Delaware, one of a number of states that didn’t freeze or outright abandon planning for compliance with the U.S. EPA’s Clean Power Plan after the U.S. Supreme Court stayed the plan earlier this year, has scheduled a series of public meetings as part of its compliance effort.
The Delaware Department of Natural Resources and Environmental Control’s Division of Air Quality will hold three public workshops later this month to share information with Delawareans on climate change, the EPA’s Clean Power Plan (CPP) and how Delaware plans to comply with it, as well as how to take advantage of grants and other programs offered by DNREC’s Division of Energy & Climate.
Workshops will be held in Sussex County on Sept. 27, Kent County on Sept. 28 and New Castle County on Sept. 29.
“Through these workshops, we are inviting Delawareans to participate in the decision-making process and development of Delaware’s state Clean Power Plan,” said Valerie Gray, Division of Air Quality planning supervisor, in a Sept. 22 statement. “We want to involve our communities on how they could be impacted by this plan, and work together to develop strategies to further reduce emissions.”

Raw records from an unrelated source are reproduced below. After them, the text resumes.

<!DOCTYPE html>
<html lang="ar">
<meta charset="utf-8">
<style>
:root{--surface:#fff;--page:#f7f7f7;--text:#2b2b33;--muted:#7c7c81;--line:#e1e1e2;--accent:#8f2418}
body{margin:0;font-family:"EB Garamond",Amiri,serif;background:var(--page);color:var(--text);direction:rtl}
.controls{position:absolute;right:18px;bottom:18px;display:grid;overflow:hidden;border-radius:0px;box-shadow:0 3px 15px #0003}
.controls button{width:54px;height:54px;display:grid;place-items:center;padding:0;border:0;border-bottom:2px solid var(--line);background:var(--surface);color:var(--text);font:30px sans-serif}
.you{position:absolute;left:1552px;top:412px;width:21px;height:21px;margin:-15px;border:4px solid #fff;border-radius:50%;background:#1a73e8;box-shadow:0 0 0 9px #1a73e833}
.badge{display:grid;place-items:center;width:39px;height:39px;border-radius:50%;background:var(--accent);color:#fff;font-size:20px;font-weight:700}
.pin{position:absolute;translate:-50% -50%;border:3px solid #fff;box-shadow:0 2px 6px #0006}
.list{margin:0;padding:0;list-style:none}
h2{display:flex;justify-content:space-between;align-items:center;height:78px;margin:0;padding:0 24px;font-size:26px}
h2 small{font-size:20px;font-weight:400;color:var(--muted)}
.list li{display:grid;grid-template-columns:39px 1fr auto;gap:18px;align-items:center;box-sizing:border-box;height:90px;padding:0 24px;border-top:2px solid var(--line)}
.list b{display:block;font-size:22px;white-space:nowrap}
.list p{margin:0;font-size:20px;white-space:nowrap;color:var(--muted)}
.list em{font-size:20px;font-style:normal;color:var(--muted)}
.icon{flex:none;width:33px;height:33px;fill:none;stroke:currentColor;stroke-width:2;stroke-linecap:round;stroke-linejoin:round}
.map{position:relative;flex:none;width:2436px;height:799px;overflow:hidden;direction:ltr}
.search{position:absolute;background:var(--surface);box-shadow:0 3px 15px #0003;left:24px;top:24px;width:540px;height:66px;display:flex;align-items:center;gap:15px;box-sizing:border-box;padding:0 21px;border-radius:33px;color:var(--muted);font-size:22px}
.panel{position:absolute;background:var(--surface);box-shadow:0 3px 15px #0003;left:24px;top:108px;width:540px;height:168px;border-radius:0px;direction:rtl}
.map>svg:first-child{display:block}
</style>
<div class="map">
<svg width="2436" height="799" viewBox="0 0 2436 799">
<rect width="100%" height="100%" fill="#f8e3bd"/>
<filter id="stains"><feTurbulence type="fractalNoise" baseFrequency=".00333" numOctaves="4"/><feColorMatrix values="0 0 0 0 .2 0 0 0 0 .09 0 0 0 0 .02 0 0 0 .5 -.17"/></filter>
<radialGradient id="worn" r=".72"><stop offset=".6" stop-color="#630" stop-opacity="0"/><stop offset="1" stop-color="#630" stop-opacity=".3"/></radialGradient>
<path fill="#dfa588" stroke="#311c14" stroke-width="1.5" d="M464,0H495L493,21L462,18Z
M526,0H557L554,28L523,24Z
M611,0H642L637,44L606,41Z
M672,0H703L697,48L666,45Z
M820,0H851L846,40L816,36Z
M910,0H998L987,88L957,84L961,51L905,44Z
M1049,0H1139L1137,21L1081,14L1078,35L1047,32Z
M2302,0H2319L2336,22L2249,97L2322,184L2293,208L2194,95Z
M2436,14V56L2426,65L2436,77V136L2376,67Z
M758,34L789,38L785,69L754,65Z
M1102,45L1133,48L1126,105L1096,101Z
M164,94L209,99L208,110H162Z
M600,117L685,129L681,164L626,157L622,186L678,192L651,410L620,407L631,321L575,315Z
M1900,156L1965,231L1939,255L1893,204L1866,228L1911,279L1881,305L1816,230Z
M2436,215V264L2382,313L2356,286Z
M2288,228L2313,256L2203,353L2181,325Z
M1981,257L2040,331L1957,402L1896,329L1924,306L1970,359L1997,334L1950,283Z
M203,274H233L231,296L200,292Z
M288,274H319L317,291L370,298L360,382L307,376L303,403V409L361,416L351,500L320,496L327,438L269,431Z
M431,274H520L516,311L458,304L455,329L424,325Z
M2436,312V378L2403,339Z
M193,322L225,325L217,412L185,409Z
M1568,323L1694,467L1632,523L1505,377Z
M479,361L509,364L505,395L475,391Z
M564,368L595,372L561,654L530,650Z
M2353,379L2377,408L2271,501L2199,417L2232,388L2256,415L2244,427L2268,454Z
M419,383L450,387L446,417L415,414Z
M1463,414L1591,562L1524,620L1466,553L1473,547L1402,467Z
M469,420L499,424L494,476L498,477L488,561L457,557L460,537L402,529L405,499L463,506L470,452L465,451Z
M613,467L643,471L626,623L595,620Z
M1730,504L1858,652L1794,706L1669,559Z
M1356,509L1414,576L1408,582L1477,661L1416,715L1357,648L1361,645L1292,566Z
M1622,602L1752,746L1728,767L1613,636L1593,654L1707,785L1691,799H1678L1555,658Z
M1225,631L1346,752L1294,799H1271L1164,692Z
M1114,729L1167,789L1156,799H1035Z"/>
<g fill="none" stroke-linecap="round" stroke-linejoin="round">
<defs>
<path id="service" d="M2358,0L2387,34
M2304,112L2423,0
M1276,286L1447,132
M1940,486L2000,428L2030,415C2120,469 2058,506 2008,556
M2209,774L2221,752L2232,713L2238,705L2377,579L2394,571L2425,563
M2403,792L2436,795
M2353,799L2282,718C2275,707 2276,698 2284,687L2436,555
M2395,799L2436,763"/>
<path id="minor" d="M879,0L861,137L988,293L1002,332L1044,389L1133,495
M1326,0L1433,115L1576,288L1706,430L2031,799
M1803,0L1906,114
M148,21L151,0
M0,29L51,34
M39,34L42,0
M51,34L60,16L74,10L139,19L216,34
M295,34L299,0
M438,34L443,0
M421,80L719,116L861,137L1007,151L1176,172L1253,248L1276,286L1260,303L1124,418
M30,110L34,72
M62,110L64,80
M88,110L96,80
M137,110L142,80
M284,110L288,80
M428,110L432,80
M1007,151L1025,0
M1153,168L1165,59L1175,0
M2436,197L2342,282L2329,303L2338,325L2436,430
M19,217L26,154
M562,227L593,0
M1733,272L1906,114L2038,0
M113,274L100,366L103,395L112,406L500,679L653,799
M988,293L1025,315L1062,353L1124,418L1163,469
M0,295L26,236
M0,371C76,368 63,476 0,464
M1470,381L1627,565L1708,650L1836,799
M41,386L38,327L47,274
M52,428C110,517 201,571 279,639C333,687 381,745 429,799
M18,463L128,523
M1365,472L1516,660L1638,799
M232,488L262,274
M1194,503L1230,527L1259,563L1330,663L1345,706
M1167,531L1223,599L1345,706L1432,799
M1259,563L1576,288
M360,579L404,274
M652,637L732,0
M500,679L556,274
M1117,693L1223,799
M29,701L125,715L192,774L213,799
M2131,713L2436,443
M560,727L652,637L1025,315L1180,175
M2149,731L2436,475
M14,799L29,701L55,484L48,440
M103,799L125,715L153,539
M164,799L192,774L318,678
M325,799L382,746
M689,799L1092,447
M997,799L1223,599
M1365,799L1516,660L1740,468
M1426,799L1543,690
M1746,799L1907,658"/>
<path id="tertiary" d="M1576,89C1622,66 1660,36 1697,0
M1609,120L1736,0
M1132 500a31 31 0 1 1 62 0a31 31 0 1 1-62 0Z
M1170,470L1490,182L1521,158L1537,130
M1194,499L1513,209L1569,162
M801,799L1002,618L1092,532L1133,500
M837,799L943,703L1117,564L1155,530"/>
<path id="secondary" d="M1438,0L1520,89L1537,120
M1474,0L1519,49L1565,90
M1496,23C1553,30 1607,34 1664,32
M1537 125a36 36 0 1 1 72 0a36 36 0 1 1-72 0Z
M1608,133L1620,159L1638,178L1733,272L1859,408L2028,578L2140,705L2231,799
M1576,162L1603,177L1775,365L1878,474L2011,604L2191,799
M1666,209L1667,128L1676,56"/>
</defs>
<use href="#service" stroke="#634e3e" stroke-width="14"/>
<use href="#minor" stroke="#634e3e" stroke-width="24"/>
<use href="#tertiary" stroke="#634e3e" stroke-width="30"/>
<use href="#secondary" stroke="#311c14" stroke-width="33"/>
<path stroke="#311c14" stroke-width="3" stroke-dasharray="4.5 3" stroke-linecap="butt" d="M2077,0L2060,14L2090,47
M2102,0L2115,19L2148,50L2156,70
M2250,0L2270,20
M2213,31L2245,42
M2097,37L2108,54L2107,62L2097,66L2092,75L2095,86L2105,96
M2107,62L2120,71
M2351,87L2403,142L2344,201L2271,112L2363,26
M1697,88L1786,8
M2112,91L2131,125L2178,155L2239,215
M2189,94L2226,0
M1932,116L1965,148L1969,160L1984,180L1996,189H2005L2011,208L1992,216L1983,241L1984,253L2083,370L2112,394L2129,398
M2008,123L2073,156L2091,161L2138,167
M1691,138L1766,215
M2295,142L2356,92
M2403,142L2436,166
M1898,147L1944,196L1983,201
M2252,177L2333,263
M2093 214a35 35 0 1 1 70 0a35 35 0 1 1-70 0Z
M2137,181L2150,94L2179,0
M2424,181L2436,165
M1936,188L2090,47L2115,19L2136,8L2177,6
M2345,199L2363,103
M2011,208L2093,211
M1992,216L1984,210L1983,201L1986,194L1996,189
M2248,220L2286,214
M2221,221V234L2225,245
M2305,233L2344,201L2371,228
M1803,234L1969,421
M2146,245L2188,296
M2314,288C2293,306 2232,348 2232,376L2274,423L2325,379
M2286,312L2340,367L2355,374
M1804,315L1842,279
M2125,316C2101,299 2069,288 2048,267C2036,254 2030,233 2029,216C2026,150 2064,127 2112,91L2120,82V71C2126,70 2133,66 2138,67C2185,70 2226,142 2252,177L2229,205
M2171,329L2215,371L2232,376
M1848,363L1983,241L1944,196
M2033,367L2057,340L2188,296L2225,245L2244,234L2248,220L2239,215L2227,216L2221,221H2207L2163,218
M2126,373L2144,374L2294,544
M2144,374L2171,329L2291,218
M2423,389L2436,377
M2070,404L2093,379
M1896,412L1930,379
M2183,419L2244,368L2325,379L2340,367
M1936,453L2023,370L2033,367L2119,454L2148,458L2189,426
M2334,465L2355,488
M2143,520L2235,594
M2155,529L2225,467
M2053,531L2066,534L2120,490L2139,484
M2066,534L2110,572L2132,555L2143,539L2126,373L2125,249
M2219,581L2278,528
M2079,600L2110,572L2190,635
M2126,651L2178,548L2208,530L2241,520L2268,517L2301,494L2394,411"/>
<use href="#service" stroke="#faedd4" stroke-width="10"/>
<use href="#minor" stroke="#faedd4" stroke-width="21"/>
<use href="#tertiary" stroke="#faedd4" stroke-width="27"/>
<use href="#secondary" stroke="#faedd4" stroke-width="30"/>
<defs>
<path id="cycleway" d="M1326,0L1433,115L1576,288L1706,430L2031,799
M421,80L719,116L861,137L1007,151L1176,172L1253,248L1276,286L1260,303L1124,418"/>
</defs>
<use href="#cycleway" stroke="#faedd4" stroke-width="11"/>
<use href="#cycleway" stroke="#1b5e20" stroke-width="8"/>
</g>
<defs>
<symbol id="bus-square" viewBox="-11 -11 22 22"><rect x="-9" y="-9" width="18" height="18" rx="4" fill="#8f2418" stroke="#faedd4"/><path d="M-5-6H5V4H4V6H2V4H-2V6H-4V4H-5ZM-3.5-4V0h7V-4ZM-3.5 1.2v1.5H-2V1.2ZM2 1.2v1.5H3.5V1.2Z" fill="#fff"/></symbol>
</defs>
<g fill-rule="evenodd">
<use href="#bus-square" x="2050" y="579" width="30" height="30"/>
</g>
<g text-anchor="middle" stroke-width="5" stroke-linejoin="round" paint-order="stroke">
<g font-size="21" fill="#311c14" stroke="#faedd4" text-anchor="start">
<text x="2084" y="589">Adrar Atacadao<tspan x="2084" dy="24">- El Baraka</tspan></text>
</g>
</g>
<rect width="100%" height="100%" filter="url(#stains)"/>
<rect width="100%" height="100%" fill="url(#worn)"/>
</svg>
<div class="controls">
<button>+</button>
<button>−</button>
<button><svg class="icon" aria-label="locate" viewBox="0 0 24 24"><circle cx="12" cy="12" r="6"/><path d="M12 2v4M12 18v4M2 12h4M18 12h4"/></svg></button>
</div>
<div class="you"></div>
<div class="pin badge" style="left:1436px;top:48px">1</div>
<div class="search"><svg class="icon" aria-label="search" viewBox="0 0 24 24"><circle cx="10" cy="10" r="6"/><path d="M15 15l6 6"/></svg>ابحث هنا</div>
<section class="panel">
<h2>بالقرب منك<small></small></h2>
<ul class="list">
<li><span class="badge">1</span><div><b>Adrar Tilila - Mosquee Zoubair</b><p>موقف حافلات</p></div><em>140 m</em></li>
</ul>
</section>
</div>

The Clean Power Plan (CPP) was developed by the EPA to reduce greenhouse gas emissions from power plants. States are required to develop and submit their own compliance plans for reducing these emissions to the EPA. EPA’s CPP is modeled after the Regional Greenhouse Gas initiative (RGGI), a program that Delaware and nine New England and Mid-Atlantic states developed and implemented beginning in 2009. RGGI reduces CO2 emissions by establishing a regional cap on the amount of CO2 that power plants can emit through the issuance of a limited number of tradable CO2 allowances. Since 2008, power plant emissions have decreased by over 50%. Delaware plans to comply with the federal requirements through continued participation in the RGGI.
The long-awaited legal arguments over the Clean Power Plan are due to be held Sept. 27 before the U.S. Court of Appeals for the D.C. Circuit. The oral arguments will be heard by nine appeals court judges – effectively the full D.C. Circuit — and will take most of the day.
In February of this year, the U.S. Supreme Court granted requests by critics of the Clean Power Plan to stay implementation of the plan pending this litigation at the appeals court level.
Currently 27 state attorneys general, along with the U.S. Chamber of Commerce and various advocacy and industry organizations, have signed on to challenge the EPA’s final rule. The rule would have states draft implementation plans to cut power sector carbon dioxide (CO2) emissions 32% by 2030. A number of states, including those in the Northeast, have lined up to support the Clean Power Plan, as have numerous high-tech companies as well as wind and solar interests and environmental groups.